Given entries section start
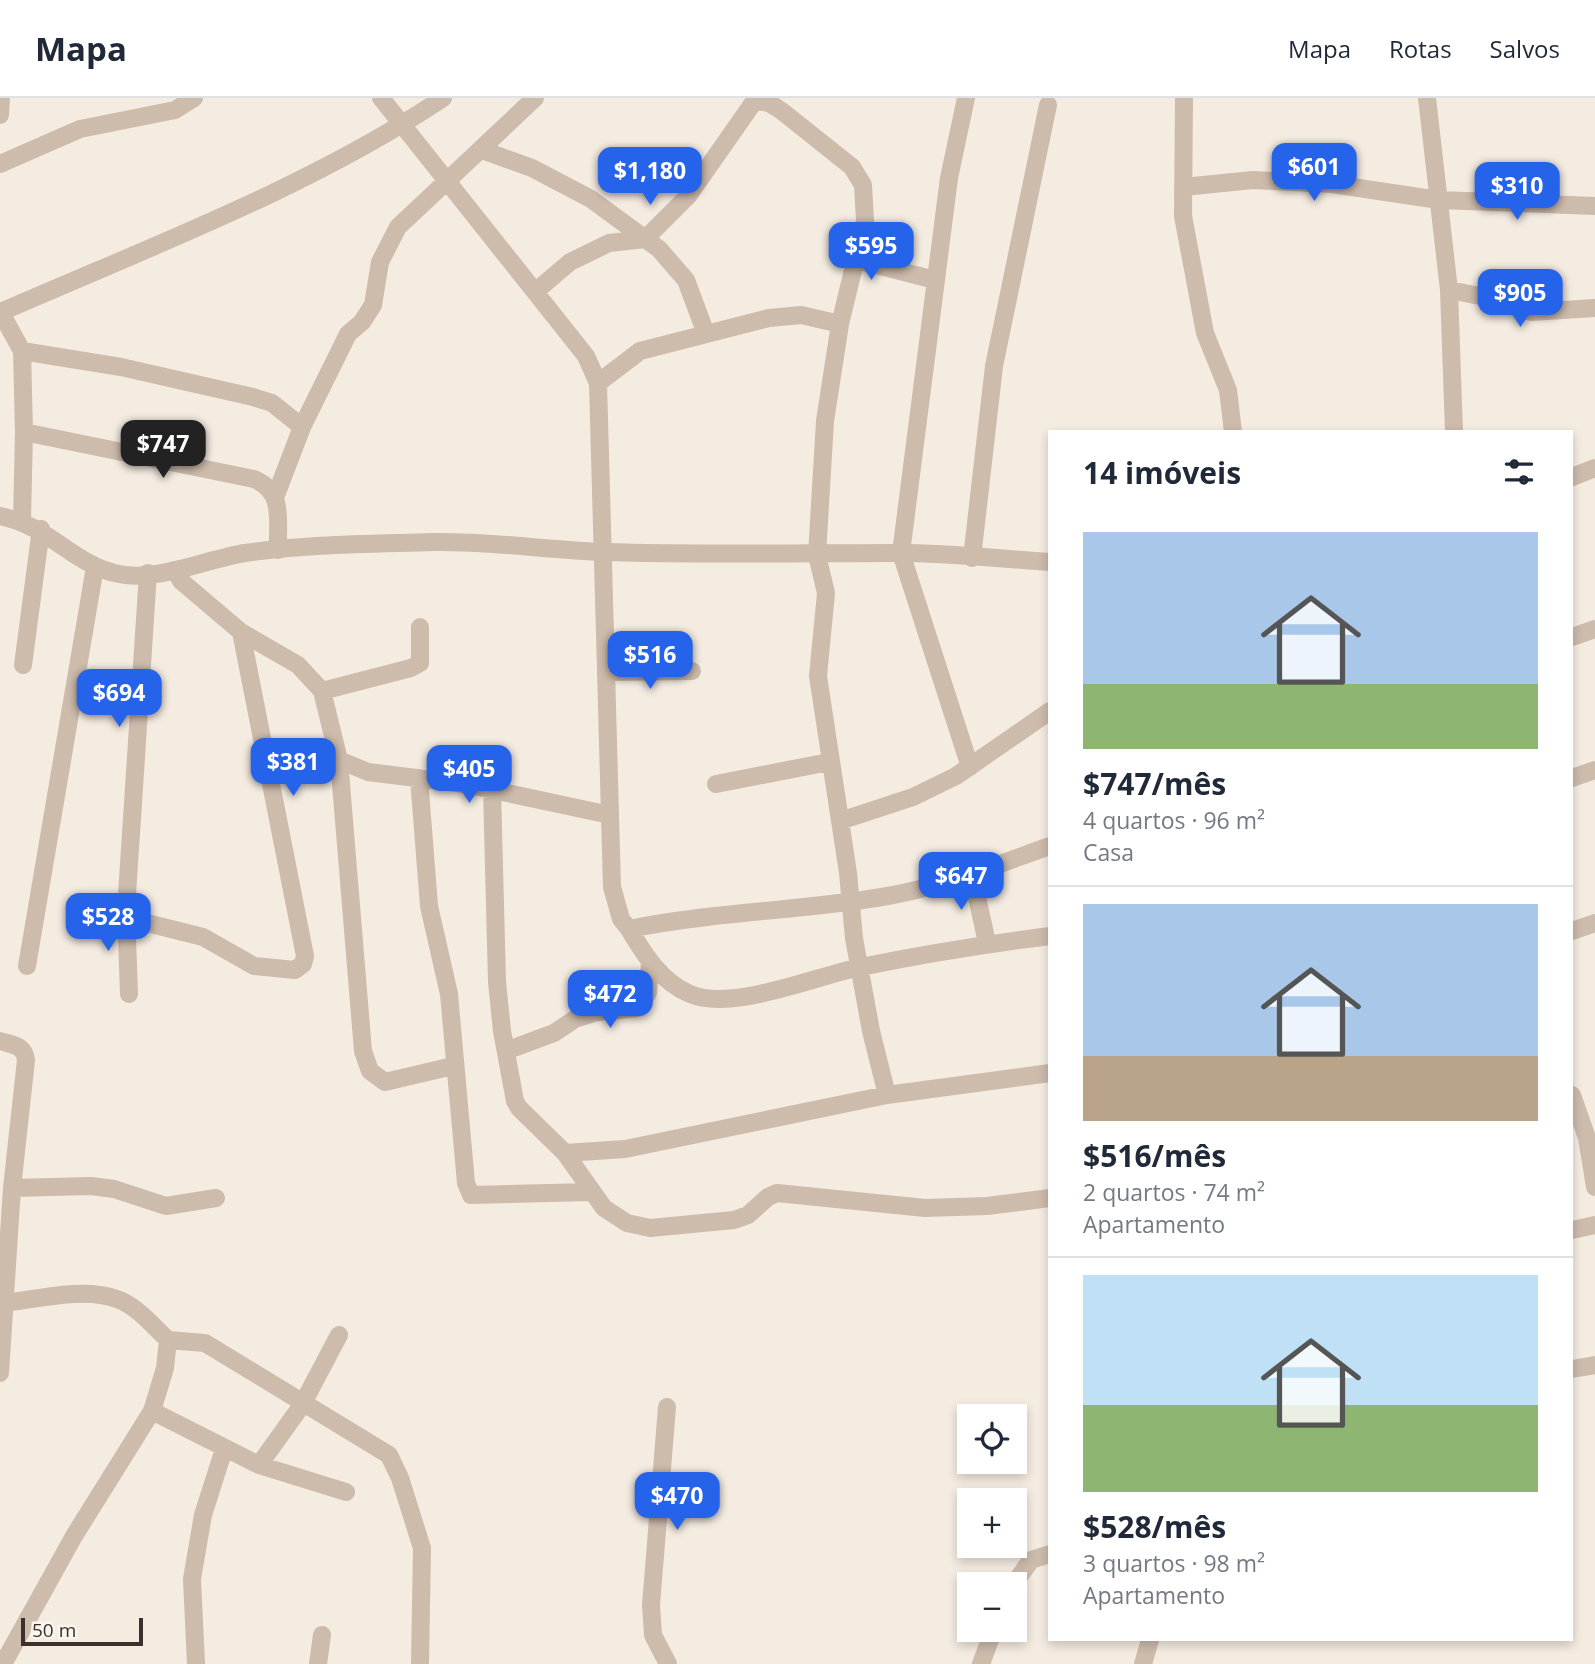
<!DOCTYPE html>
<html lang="pt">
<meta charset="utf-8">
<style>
body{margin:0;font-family:"Open Sans",sans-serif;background:#f6f6f7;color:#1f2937;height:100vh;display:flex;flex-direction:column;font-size:26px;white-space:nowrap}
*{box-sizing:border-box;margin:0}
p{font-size:23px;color:#747a83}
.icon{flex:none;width:38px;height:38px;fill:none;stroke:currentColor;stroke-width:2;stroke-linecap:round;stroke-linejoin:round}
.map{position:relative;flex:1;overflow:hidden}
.sheet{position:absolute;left:1048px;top:332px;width:525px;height:1211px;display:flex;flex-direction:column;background:#fff;border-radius:0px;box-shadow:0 4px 10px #0003}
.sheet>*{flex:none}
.fabs{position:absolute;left:957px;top:1306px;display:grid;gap:14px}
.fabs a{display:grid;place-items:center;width:70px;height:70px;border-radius:0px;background:#fff;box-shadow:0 4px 10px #0003;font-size:35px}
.scale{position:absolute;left:21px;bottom:18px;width:122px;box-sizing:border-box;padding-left:7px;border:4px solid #3b302b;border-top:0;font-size:19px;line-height:24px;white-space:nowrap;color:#3b302b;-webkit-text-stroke:5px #fbf5ee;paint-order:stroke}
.price{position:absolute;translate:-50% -60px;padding:0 16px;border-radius:14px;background:#2563eb;color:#fff;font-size:23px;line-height:46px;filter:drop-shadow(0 2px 4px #0008)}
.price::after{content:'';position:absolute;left:50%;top:42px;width:21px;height:16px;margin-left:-10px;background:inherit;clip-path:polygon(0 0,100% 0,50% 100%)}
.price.active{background:#222;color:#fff}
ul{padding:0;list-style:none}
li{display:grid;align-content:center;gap:14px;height:371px;padding:0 35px}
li+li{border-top:2px solid #e0e1e3}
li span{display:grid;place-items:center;height:217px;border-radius:0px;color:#555}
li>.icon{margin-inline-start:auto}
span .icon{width:126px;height:126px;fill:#fffc;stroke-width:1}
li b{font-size:30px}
h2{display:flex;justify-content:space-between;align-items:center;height:84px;padding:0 35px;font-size:30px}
header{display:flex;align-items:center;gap:42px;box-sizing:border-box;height:98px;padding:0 35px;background:#fff;border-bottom:2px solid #e0e1e3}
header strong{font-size:33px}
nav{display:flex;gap:38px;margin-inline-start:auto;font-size:24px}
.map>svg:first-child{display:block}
</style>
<header>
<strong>Mapa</strong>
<nav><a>Mapa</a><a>Rotas</a><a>Salvos</a></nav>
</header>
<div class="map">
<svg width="1595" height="1566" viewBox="0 0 1595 1566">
<rect width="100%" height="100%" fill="#f4ebe1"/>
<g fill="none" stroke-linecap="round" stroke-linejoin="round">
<!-- minor -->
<path stroke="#cdbbac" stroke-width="18" d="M 381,0 L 586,258 L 598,285 L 612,789 L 621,821 L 629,831 C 712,814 798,813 882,799 C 939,790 996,767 1050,748
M 966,0 L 949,80 L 901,455 L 970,669
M 1184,0 L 1183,118 L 1205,235 L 1228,292 L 1233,334
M 1427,0 L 1449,192 L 1454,334
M 0,17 L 1,0
M 482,52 L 532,70 L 591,101 L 659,151 L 686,182 L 706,236
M 0,66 L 80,31 L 175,12 L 194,0
M 1183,89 L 1253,82 L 1332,86 L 1439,102 L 1595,108
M 857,162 L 935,182
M 1449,192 L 1485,199 L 1531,214 L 1595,210
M 536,193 L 570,164 L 609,145 L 645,141 L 688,98 L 753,5 C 766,1 773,7 783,14 L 852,69 L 863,87 L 865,123 L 840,226 L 825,323 L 817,457 L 826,495 L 818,578 L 848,775 L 854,840 L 871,933 L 887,997
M 0,213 L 22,253 L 24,334 L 22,422
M 1,214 C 147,150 310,89 443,0
M 22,253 L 121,269 L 253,299 L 272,305 L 302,329
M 598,285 L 640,253 L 769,220 L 801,217 L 840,226
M 24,334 L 254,381 C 285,394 277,422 278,452
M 276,397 L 302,329 L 348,236 L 362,224 L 373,207 L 380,164 L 398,129 L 535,0
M 972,460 L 994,268 L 1048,7
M 175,472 L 181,483 L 241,534 L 298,567 L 322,593 L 339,662 L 363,953 L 370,973 L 385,984 L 453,968
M 148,475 L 126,812 L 143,824 L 203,839 L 254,868 L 295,872 L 303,866 L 305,858 L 241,534
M 1572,539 L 1595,531
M 23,567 L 41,431
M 608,574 L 692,573
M 322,593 L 411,570 L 420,565 L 420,529
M 339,662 L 368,674 L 465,686 L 610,717
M 419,680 L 429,808 L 449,896 L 466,1085 L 471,1097 L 590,1094
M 1572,680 L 1595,672
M 716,686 L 829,664
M 492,692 L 497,884 L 502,933 L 515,1003 L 519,1010 L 565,1055 L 604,1110 L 627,1125 L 650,1130 L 734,1122 L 748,1117 L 768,1099 L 777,1095 L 925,1110 L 987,1108 L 1050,1100
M 840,723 L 913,699 L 956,678 L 1050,613
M 972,776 L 987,845
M 126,812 L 129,896
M 629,831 C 644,856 661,884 690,896 C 732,914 816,878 861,869 C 924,856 987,846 1050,838
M 1572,833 L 1595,825
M 27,868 L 95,469
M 0,943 C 13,947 24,947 26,962 L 12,1090 L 0,1275
M 508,952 L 554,935 L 575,921 L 597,914 L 637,910 L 648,895 L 650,864
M 1572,997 L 1587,1040 L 1595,1089
M 565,1055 L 625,1051 L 887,997 L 1050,975
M 12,1090 L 91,1088 L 114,1091 L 166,1108 L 216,1100
M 1572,1132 L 1595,1127
M 168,1242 L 205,1245 L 389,1357 L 400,1380 L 422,1450 L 420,1566
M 1572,1271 L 1595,1267
M 667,1309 L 651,1507 L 653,1537 L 668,1566
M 152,1313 L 259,1367 L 302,1307 L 339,1237
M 259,1367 L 346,1394
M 1014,1486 L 1031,1462 L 1050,1456
M 3,1566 L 74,1438 L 152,1313 L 165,1270 L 168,1242 C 153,1228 137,1208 117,1201 C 84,1189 39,1201 4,1205
M 196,1566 L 192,1481 L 203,1417 L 224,1351
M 318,1566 L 322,1537
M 981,1566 L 994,1531
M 1143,1566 L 1150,1542"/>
<!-- tertiary -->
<path stroke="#cdbbac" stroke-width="18" d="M 1572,379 L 1595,370
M 0,418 C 50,428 75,468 119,476 C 157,484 207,461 245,455 C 306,446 371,446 433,444 C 490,443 548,452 605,454 C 703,457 801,455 900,455 C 950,455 1000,461 1050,464"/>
</g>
</svg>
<div class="fabs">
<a><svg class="icon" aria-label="locate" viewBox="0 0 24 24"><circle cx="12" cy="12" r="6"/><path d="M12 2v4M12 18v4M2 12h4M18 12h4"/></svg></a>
<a>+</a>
<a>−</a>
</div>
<div class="scale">50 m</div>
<b class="price" style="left:1314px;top:105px">$601</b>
<b class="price" style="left:650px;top:109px">$1,180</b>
<b class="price" style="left:1517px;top:124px">$310</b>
<b class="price" style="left:871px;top:184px">$595</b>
<b class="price" style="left:1520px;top:231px">$905</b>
<b class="price active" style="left:163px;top:382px">$747</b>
<b class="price" style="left:650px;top:593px">$516</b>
<b class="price" style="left:119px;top:631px">$694</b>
<b class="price" style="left:293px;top:700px">$381</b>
<b class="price" style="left:469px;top:707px">$405</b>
<b class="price" style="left:961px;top:814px">$647</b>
<b class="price" style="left:108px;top:855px">$528</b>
<b class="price" style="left:610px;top:932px">$472</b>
<b class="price" style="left:677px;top:1434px">$470</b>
<section class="sheet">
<h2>14 imóveis<svg class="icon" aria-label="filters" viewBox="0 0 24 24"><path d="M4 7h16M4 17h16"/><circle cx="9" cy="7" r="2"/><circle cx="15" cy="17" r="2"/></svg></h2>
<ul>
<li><span style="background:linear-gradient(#a9c7e8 70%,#8fb573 0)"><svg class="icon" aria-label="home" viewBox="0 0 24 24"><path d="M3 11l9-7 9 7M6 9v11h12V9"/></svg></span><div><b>$747/mês</b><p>4 quartos · 96 m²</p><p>Casa</p></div></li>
<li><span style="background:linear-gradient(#a9c7e8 70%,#b9a48a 0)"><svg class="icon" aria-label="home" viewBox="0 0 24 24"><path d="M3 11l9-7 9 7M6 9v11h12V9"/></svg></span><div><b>$516/mês</b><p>2 quartos · 74 m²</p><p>Apartamento</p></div></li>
<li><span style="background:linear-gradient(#bfe0f5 60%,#8fb573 0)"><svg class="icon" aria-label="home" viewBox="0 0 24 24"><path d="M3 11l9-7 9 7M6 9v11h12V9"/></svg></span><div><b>$528/mês</b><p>3 quartos · 98 m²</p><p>Apartamento</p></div></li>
</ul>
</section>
</div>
Given entries section end
(Problem requirements) Determine how many lines in the entries above contain the word "linecap", and respond with the number alone.

(Task solution) 2